▽

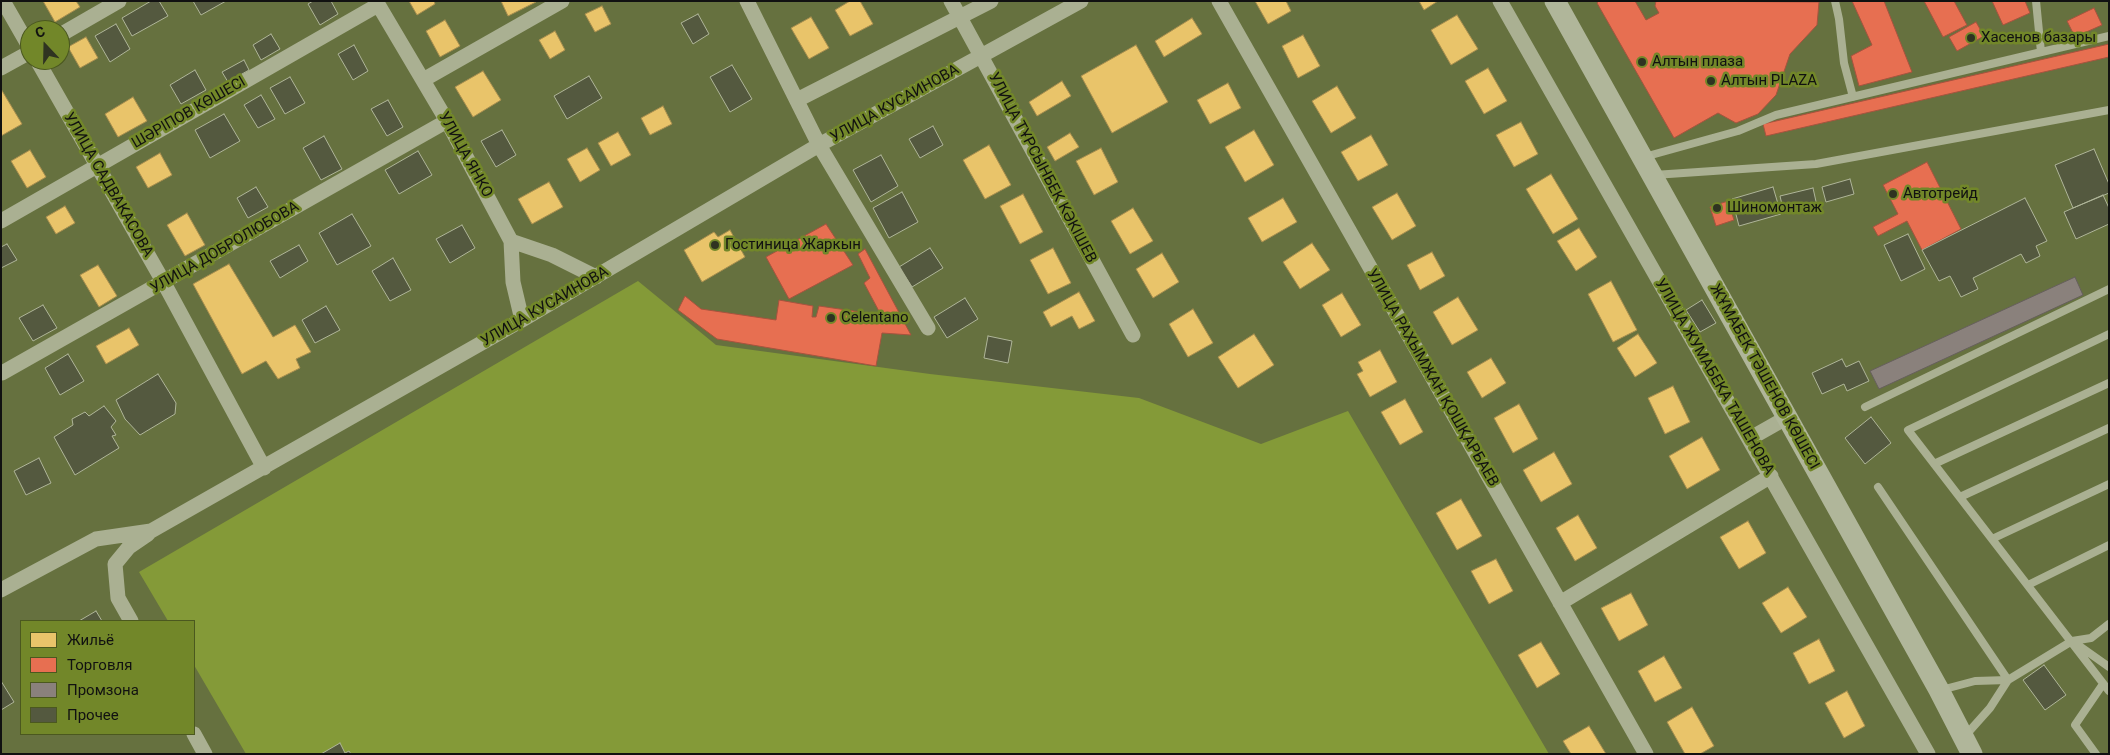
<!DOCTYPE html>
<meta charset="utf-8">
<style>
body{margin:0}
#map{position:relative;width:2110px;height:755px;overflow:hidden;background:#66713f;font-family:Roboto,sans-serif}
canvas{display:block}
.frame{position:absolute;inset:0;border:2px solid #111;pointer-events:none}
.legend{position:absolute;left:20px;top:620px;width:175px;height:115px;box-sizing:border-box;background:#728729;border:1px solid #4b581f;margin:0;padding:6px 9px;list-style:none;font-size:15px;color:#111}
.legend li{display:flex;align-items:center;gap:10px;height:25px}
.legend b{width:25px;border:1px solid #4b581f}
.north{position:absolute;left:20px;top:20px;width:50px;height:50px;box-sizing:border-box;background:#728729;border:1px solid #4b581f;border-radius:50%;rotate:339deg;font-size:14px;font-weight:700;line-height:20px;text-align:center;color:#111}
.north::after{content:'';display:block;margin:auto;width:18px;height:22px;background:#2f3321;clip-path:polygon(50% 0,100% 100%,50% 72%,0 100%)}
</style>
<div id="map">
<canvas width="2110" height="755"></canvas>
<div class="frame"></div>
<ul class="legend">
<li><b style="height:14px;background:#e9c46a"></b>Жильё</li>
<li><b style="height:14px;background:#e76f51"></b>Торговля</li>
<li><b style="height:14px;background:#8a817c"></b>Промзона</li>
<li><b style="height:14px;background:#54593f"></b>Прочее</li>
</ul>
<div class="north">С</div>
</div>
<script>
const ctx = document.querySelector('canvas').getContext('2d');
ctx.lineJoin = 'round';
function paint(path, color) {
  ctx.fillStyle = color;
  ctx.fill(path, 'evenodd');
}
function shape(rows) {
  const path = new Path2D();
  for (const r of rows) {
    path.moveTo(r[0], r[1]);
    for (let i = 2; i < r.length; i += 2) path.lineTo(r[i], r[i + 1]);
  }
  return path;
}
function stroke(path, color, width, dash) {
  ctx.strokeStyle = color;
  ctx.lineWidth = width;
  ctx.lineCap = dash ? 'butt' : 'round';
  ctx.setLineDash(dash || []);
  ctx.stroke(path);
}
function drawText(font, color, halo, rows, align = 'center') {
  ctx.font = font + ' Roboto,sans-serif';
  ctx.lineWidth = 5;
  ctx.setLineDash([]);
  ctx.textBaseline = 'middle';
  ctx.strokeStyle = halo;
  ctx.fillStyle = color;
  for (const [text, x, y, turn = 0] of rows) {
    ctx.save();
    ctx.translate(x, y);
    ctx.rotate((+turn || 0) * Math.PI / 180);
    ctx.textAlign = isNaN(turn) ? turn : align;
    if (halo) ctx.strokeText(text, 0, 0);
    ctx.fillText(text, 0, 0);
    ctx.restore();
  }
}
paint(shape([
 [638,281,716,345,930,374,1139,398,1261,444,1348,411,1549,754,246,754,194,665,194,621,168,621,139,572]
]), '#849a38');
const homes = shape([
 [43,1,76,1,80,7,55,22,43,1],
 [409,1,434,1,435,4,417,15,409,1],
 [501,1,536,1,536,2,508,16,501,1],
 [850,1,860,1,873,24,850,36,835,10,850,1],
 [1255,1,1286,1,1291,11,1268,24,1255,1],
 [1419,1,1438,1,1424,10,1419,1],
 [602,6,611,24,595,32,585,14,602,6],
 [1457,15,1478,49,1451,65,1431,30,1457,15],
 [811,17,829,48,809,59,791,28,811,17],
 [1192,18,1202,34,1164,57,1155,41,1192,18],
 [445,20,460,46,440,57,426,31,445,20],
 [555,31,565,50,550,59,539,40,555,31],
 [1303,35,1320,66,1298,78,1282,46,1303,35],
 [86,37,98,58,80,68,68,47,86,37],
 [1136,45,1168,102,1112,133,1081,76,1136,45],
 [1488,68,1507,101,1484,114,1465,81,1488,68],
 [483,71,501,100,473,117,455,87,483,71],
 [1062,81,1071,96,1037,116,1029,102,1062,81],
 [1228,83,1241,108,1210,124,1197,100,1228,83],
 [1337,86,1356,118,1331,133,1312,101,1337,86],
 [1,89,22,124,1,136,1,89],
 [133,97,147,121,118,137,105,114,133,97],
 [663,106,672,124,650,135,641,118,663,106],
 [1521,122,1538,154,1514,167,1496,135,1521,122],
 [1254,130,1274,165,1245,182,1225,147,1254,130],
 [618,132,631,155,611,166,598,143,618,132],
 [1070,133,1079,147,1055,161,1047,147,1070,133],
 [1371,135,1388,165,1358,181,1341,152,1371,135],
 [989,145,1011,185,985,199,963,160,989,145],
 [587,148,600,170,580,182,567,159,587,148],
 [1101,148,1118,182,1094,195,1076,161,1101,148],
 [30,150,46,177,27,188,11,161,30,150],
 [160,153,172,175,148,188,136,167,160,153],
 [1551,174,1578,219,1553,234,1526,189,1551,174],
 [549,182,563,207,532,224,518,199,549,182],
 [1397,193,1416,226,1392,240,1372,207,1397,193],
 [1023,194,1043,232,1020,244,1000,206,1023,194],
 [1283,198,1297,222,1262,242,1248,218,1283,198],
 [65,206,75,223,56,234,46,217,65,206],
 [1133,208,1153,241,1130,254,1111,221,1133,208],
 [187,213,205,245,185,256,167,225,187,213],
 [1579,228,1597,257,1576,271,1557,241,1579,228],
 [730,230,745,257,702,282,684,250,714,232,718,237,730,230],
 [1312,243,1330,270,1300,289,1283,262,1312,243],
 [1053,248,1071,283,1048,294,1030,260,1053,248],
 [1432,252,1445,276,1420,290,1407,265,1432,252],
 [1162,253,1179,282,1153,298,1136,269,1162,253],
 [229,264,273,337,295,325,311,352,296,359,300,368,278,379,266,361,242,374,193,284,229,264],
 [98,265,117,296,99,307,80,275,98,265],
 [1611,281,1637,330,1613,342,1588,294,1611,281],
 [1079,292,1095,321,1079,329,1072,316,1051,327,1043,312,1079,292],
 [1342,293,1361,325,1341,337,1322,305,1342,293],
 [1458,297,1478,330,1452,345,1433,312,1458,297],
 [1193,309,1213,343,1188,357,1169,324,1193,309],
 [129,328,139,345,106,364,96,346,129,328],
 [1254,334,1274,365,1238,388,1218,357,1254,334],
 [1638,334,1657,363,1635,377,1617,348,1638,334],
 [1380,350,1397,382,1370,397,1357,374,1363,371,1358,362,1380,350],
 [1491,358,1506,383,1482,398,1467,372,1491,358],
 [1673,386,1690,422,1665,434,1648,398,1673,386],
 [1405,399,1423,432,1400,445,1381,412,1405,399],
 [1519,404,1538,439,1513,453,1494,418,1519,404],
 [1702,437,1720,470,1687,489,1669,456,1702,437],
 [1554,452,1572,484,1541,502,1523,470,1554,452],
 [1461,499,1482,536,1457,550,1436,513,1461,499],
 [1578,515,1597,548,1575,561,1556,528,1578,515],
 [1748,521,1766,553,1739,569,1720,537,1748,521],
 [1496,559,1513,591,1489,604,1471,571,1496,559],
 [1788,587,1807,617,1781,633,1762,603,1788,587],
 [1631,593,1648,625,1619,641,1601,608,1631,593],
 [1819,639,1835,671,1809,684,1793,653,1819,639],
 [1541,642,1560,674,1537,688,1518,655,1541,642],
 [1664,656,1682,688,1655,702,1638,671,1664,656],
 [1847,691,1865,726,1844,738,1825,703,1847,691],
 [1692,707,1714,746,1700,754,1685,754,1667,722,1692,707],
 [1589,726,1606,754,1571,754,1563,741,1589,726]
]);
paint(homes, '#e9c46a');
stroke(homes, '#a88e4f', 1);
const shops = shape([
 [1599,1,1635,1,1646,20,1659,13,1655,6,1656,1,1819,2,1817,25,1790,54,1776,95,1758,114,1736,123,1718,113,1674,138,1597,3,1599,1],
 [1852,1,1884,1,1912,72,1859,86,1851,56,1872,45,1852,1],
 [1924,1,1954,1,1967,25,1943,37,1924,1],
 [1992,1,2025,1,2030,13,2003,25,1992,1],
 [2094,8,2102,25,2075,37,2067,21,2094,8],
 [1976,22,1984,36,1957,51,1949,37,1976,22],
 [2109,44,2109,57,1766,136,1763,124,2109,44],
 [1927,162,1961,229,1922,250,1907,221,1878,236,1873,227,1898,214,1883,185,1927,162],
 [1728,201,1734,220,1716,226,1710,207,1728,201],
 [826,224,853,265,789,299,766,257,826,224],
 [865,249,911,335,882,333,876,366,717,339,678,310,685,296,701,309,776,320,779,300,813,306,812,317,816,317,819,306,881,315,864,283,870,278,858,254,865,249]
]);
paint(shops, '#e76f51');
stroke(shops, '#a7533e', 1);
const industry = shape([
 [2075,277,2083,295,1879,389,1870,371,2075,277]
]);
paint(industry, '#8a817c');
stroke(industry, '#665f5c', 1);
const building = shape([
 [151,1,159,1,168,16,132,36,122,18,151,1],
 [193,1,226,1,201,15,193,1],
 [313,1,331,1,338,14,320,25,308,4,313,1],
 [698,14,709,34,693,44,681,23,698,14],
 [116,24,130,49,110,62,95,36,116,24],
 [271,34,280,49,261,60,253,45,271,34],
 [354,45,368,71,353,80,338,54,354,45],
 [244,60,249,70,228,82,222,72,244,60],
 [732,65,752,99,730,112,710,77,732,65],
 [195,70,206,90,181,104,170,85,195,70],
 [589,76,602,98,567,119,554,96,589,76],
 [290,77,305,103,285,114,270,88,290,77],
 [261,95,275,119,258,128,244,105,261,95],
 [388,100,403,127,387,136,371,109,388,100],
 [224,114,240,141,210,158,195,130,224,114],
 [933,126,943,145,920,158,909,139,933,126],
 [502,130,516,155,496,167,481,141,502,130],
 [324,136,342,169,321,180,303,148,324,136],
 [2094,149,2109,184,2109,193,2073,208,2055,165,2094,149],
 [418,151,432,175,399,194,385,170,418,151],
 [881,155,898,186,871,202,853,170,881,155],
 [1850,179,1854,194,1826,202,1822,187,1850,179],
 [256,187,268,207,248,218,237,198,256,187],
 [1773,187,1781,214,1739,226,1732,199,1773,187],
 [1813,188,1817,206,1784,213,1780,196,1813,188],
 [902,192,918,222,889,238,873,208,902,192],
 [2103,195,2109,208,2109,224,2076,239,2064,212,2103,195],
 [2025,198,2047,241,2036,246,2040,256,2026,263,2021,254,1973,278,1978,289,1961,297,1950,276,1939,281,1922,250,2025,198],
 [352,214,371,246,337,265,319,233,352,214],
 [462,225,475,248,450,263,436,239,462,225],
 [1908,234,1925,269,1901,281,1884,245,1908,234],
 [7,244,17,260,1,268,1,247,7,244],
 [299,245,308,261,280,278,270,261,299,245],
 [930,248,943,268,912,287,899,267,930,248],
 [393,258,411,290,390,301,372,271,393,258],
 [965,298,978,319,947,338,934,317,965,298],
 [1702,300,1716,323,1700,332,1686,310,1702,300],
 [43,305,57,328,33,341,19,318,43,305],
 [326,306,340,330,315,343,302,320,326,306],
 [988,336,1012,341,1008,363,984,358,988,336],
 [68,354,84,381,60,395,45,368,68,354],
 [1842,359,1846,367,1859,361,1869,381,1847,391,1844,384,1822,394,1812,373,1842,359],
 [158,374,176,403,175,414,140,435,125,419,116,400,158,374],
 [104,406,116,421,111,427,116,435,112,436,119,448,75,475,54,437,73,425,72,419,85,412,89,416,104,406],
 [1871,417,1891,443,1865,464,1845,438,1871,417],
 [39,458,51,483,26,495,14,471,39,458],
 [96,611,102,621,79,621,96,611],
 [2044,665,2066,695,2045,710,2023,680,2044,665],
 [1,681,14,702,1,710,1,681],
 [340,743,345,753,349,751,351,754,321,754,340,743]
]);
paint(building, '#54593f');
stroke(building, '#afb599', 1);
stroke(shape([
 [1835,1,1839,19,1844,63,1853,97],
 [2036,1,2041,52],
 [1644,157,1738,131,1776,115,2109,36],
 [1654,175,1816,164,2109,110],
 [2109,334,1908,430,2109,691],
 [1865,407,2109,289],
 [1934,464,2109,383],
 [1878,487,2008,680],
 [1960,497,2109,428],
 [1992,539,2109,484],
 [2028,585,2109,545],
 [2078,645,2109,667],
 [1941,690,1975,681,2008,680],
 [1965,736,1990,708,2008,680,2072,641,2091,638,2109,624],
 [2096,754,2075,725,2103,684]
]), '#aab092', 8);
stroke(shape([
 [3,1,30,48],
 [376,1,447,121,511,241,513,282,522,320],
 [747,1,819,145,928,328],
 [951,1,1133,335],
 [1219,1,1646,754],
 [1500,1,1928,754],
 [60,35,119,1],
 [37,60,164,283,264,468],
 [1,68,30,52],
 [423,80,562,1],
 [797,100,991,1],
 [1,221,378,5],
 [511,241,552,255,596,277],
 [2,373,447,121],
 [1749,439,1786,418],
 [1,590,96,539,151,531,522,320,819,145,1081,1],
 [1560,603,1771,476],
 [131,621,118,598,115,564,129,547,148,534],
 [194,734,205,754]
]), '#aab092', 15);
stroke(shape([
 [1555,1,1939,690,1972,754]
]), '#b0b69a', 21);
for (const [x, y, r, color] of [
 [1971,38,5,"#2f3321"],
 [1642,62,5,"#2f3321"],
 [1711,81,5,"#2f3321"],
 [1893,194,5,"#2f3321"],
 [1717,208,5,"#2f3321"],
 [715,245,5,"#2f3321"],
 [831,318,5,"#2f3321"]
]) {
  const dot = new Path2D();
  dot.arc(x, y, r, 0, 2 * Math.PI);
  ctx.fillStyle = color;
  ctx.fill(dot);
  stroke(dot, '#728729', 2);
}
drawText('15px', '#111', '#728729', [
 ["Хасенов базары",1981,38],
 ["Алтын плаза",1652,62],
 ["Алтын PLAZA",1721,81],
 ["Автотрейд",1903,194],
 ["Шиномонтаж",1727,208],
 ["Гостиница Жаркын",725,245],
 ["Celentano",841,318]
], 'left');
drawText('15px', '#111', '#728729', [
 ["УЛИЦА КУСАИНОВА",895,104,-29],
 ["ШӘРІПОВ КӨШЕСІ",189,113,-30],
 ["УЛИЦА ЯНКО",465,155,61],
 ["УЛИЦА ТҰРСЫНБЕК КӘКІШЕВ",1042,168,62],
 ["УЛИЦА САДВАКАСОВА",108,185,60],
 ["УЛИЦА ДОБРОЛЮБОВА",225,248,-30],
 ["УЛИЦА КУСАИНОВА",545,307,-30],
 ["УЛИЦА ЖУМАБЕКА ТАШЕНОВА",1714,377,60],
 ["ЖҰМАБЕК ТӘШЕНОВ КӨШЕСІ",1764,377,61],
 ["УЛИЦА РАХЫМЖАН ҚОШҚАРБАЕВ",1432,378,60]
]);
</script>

△

Work task: Please reproduce the lines from the line with "for (let i = 2;" to the line with "ctx.font = font + ' Roboto,sans-serif';", both ends included, exactly as they appear above.

Response for this exercise:
    for (let i = 2; i < r.length; i += 2) path.lineTo(r[i], r[i + 1]);
  }
  return path;
}
function stroke(path, color, width, dash) {
  ctx.strokeStyle = color;
  ctx.lineWidth = width;
  ctx.lineCap = dash ? 'butt' : 'round';
  ctx.setLineDash(dash || []);
  ctx.stroke(path);
}
function drawText(font, color, halo, rows, align = 'center') {
  ctx.font = font + ' Roboto,sans-serif';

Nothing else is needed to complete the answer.